Résultat : les prélèvements sociaux sur la plupart des placements financiers atteignent 18,6 %, contre 17,2 % auparavant. PER en sortie capital, comptes-titres, livrets fiscalisés, plus-values immobilières : tous sont concernés.
Pour un retraité qui retire un capital de son PER ou perçoit des dividendes sur un compte-titres, cette hausse de 1,4 point s’ajoute à la CSG prélevée sur la pension. L’effet combiné crée une double érosion du pouvoir d’achat : davantage de prélèvements sur la pension si le RFR franchit un seuil, et davantage de prélèvements sur les revenus financiers dans tous les cas.
Mesurer la perte de pouvoir d’achat réelle : la méthode
Comparer son taux de CSG d’une année sur l’autre ne suffit pas.
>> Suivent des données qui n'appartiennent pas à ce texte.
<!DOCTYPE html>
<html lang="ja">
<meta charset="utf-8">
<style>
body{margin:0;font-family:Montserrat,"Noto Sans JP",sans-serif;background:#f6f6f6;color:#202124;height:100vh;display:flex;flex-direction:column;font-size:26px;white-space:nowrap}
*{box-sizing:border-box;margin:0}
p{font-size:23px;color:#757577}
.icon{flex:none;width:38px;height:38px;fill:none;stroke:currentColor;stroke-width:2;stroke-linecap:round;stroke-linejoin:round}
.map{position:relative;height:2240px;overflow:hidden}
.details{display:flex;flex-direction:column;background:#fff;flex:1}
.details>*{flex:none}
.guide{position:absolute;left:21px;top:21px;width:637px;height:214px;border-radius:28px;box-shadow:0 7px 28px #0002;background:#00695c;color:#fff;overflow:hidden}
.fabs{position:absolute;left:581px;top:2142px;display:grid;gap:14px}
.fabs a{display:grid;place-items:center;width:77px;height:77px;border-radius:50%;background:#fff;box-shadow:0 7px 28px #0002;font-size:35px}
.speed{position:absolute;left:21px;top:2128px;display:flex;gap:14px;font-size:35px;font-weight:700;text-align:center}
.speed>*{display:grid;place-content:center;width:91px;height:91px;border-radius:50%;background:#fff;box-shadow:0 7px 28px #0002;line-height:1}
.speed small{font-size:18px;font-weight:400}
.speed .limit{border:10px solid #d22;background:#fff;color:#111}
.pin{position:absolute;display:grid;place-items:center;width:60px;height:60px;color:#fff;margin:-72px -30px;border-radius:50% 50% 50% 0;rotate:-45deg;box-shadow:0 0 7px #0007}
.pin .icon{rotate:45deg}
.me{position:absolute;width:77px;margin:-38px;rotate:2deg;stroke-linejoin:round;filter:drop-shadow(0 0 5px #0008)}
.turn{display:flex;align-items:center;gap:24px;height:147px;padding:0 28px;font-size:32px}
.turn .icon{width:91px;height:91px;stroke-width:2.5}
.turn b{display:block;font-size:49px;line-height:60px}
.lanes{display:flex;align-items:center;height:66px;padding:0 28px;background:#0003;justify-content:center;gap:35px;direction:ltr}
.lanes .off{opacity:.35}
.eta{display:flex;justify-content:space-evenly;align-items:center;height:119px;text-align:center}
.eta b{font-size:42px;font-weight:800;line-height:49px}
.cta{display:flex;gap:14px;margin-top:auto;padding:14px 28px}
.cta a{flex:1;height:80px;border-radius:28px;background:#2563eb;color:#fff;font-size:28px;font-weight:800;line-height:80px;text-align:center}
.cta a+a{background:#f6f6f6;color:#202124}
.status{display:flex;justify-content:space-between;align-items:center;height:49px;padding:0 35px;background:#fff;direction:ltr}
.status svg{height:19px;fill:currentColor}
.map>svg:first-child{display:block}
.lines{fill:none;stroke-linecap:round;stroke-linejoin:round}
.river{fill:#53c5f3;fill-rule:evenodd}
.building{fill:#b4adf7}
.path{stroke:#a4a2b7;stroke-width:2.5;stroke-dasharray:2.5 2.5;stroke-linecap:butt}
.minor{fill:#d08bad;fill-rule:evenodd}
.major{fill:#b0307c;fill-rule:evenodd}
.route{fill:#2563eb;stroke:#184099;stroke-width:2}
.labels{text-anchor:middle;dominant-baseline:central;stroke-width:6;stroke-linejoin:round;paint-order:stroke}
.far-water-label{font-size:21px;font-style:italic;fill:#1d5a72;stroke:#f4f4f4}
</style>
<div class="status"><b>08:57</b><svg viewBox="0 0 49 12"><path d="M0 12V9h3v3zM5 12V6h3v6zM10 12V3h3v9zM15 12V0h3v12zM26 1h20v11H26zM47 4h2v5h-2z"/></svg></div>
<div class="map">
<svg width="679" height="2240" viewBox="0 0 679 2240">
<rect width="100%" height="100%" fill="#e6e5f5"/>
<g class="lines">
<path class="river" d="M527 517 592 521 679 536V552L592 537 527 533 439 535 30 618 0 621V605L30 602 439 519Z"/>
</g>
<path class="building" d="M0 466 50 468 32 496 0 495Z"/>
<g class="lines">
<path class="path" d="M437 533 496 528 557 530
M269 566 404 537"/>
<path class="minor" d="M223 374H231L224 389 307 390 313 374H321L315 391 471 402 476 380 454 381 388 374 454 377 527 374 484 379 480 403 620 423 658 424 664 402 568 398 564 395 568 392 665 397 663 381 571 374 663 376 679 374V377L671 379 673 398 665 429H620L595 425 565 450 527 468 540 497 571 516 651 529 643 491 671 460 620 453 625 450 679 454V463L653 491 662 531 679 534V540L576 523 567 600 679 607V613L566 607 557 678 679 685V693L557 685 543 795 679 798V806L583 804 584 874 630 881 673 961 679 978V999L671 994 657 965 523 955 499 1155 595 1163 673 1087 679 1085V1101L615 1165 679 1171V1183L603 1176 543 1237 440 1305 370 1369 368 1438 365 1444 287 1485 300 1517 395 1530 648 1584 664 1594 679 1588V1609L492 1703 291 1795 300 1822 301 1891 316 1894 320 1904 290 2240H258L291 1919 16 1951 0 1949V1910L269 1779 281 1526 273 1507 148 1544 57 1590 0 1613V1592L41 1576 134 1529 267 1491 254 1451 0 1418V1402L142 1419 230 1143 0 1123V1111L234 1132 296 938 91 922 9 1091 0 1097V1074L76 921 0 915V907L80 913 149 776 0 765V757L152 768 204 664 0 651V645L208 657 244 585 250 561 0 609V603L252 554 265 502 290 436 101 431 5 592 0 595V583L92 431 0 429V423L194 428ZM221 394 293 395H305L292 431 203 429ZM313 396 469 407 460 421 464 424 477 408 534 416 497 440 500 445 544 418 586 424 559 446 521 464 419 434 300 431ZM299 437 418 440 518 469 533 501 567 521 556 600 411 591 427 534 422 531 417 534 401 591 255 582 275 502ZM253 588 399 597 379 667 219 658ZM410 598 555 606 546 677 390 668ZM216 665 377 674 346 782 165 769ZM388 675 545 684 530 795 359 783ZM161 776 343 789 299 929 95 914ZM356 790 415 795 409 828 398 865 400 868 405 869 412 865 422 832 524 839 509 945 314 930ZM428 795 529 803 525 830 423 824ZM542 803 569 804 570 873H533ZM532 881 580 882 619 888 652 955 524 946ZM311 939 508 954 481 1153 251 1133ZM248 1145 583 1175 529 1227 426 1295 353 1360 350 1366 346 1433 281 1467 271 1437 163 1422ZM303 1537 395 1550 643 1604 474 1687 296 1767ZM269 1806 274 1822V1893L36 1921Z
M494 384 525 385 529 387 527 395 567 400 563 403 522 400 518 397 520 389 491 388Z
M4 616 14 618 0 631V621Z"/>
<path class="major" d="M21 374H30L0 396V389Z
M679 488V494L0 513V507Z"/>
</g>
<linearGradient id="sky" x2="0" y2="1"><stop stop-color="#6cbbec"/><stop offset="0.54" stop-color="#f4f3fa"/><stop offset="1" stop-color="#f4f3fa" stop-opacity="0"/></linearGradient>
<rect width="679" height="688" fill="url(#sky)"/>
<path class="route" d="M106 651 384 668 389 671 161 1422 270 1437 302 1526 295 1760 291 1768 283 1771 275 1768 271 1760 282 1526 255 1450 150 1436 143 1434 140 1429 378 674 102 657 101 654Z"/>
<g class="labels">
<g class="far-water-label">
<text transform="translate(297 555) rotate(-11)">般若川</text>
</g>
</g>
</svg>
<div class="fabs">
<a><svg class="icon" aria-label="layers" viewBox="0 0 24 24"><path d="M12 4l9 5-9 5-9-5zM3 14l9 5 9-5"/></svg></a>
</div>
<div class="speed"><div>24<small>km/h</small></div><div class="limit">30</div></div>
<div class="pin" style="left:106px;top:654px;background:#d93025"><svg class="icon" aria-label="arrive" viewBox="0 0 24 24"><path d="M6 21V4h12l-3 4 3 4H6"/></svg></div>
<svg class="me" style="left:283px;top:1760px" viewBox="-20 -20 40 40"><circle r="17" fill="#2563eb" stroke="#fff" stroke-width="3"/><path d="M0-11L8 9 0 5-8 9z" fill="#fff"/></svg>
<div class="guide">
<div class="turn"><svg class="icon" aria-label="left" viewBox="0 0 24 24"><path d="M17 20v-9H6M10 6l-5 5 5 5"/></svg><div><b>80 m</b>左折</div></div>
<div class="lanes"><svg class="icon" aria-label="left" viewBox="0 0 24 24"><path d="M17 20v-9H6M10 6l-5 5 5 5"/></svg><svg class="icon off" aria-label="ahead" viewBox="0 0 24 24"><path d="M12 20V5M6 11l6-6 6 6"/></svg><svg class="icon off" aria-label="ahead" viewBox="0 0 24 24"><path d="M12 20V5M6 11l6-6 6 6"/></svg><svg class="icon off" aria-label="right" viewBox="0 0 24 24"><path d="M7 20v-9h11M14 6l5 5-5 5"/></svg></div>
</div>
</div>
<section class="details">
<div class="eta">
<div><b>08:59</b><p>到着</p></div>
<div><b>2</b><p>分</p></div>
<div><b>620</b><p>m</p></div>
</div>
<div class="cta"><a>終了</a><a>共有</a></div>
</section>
La perte de pouvoir d’achat se mesure en combinant trois variables.
- Le taux de CSG effectivement appliqué sur la pension (identique, en hausse ou en baisse par rapport à l’année précédente).
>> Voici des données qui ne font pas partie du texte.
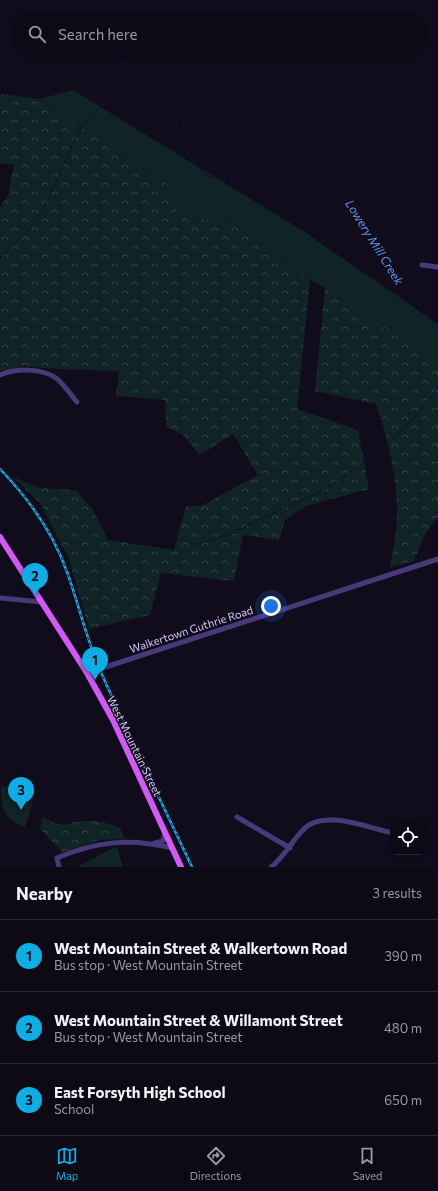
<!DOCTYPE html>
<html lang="en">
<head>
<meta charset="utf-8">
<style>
	:root { --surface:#0d0915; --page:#1b1722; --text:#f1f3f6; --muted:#9a9aa0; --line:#2d2a34; --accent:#0dade5 }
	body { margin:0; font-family:Commissioner,sans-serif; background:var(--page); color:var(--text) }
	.controls { position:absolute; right:12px; bottom:12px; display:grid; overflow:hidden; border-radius:8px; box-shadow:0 1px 3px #0004 }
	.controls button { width:36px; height:36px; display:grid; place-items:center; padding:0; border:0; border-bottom:1px solid var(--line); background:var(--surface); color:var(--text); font:20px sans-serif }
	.you { position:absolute; left:271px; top:606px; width:14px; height:14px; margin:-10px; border:3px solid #fff; border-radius:50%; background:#1a73e8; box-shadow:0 0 0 6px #1a73e833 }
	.badge { display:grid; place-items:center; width:26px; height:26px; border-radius:50%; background:var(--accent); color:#111; font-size:13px; font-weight:700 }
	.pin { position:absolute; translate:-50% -33px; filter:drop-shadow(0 1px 2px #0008) }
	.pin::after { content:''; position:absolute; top:21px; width:14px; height:12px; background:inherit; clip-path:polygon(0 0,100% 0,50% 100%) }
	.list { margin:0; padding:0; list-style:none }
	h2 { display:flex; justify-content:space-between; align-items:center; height:52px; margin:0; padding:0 16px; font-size:17px }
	h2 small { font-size:13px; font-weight:400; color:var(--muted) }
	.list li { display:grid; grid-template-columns:26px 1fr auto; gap:12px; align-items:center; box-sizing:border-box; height:72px; padding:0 16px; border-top:1px solid var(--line) }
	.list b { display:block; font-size:15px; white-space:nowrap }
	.list p { margin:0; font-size:13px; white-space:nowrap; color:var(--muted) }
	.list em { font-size:13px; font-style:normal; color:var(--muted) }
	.icon { flex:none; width:22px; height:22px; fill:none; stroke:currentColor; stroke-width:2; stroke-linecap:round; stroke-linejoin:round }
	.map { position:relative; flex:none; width:438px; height:867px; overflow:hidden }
	.search { position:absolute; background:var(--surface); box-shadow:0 1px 3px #0004; left:12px; right:12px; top:12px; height:44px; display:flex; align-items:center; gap:10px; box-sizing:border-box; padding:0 14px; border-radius:22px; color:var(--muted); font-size:15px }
	.sheet { height:268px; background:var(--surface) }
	nav { display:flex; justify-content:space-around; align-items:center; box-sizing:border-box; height:56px; border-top:1px solid var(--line); background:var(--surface); font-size:11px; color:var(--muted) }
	nav a { display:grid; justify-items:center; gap:2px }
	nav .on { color:var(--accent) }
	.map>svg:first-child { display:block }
	.green { fill:#102325 }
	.forest { fill:url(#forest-crowns) }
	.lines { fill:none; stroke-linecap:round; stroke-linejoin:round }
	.stream { stroke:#0b1436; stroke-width:1 }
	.minor { stroke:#463a78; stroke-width:5 }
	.major { stroke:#d358f5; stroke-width:6 }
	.rail-casing { stroke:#0dade5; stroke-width:2.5 }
	.rail { stroke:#110c1c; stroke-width:1; stroke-dasharray:3; stroke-linecap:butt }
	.labels { text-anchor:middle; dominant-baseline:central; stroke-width:3; stroke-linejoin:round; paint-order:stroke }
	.street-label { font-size:11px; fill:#d8cafc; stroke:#110c1c }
	.water-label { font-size:12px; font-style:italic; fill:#5f98f6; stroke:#110c1c }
</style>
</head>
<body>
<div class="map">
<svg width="438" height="867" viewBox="0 0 438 867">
	<defs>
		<pattern id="forest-crowns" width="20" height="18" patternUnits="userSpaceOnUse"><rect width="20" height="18" fill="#102325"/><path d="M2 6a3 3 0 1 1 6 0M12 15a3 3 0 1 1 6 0" fill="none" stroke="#324246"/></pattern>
	</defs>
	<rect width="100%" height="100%" fill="#110c1c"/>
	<path class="green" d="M 73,90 L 303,231 L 438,324 L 438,361 L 310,279 L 233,224 L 178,215 L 168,185 L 39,99 Z
		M 1,786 L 32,794 L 34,797 L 25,827 C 5,821 0,807 1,786 Z
		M 117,846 L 123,867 L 77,867 Z"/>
	<path class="forest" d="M 0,94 L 39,99 L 168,185 L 178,215 L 233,224 L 310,279 L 297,409 L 358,430 L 369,489 L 305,506 L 285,520 L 279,540 L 243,535 L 234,581 L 161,573 L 150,615 L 89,629 L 68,557 L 40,503 L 13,477 L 40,488 L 76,490 L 93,510 L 108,540 L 174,550 L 186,506 L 201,506 L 258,475 L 233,434 L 200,455 L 182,434 L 166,427 L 165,400 L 116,396 L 119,371 L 56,369 L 23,366 L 0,371 L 0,207 L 8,195 L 14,165 L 0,163 Z
		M 325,288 L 438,361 L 438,517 L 425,534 L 414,561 L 390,567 C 393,550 397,533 397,516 C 398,481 388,437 376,404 L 315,391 Z
		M 45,818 C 66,830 64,822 84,821 C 97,820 108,823 120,828 L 125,839 L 99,840 L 63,853 L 40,829 L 42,819 Z"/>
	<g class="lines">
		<path class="stream" d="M 96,0 L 101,7 L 106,19
			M 197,19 L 208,0
			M 116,49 C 121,64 127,80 142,88 C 152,93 160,93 167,103 C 180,124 181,150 198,168 C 216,189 248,173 268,164 C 276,161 284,154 293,155 C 301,155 307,158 313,162 C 320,166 324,173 330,179 C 358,205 370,241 391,272 C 405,292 422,308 438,327
			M 119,56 L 148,49
			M 0,259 L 32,226 L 48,201 L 64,163 L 78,132 L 87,119 L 132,80
			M 196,545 L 233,533 L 262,518 L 320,492 L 347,475 L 386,446 L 412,420 L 438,388
			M 0,677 L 31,683
			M 406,743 L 418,740 L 421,742 L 438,736
			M 401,780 L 414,762 L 421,742"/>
		<path class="minor" d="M 422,265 L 438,267
			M 0,375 C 15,368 42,368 56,378 C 64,384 70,394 77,402
			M 0,598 L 42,602
			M 87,673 L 438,559
			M 237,817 L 290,848
			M 423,840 L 424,840
			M 155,843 L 163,841 L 165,832
			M 59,867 L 57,858 C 97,841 130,838 172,848
			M 271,867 C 285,856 291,842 303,830 C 322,808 368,828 393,833"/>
		<path class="major" d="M 0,537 L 87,673 L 113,720 L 181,867"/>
		<g class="rail-casing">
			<path id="rail" d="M 0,469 C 29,499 53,532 67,572 C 79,605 86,638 100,670 C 129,736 161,801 192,867"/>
		</g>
		<use href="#rail" class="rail"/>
	</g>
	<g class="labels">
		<g class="street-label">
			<text transform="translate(191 629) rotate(-18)">Walkertown Guthrie Road</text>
			<text transform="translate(135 746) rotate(64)">West Mountain Street</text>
		</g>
		<g class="water-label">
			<text transform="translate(375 242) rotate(58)">Lowery Mill Creek</text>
		</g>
	</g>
</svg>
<div class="controls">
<button><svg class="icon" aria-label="locate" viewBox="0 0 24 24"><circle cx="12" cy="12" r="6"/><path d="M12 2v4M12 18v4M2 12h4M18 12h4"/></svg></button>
</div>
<div class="you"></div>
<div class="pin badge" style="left:95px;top:680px">1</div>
<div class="pin badge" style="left:35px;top:596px">2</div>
<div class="pin badge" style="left:21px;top:810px">3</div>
<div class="search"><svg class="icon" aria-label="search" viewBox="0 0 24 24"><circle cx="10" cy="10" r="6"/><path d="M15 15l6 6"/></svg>Search here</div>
</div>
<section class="sheet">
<h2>Nearby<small>3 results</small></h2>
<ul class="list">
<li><span class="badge">1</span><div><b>West Mountain Street &amp; Walkertown Road</b><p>Bus stop · West Mountain Street</p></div><em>390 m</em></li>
<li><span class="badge">2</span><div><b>West Mountain Street &amp; Willamont Street</b><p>Bus stop · West Mountain Street</p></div><em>480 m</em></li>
<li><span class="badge">3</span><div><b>East Forsyth High School</b><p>School</p></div><em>650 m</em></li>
</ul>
</section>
<nav>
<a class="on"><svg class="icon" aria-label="map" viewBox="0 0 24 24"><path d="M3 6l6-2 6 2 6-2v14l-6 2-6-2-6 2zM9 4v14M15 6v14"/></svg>Map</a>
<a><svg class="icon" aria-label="directions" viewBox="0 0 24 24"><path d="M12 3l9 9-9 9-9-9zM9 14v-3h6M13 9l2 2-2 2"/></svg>Directions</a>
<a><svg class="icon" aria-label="saved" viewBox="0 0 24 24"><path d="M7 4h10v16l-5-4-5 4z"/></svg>Saved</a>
</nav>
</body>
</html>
- Le montant net de pension perçu après prélèvements, rapporté à l’inflation constatée sur la période.
- Les prélèvements sociaux sur les revenus du capital, passés de 17,2 % à 18,6 %, qui réduisent le complément de revenu tiré de l’épargne.
Le point de bascule est simple : si le cumul de la revalorisation de la pension et de la hausse des seuils CSG ne couvre pas l’inflation réelle, le retraité perd du pouvoir d’achat, même sans changement de tranche.
Le piège du RFR gonflé par les revenus exceptionnels
Un rachat partiel d’assurance vie ou une plus-value mobilière réalisée en 2024 gonfle le RFR utilisé pour 2026. Le retraité peut se retrouver au taux normal de CSG à 8,3 % alors que ses revenus courants n’ont pas évolué. Le mécanisme de lissage ne joue que si le dépassement ne se reproduit pas l’année suivante, ce qui suppose de planifier les retraits sur plusieurs exercices.
Vérifier son avis d’imposition 2025 (revenus 2024) permet d’anticiper le taux qui sera appliqué sur les pensions de 2026. Les caisses de retraite reçoivent directement l’information de l’administration fiscale, mais le retraité peut contrôler la cohérence entre le RFR transmis et sa situation réelle, notamment en cas d’erreur ou de changement de situation familiale (décès du conjoint, divorce) modifiant le nombre de parts fiscales.
La revalorisation de 1,8 % des seuils CSG absorbe une partie de la hausse mécanique des RFR, mais ne neutralise pas les effets d’un revenu du patrimoine en progression ou d’une pension revalorisée au-delà de ce pourcentage. Pour les retraités épargnants, le passage des prélèvements sociaux à 18,6 % sur le capital constitue un facteur supplémentaire de recul du revenu disponible, indépendant de la tranche CSG applicable à la pension.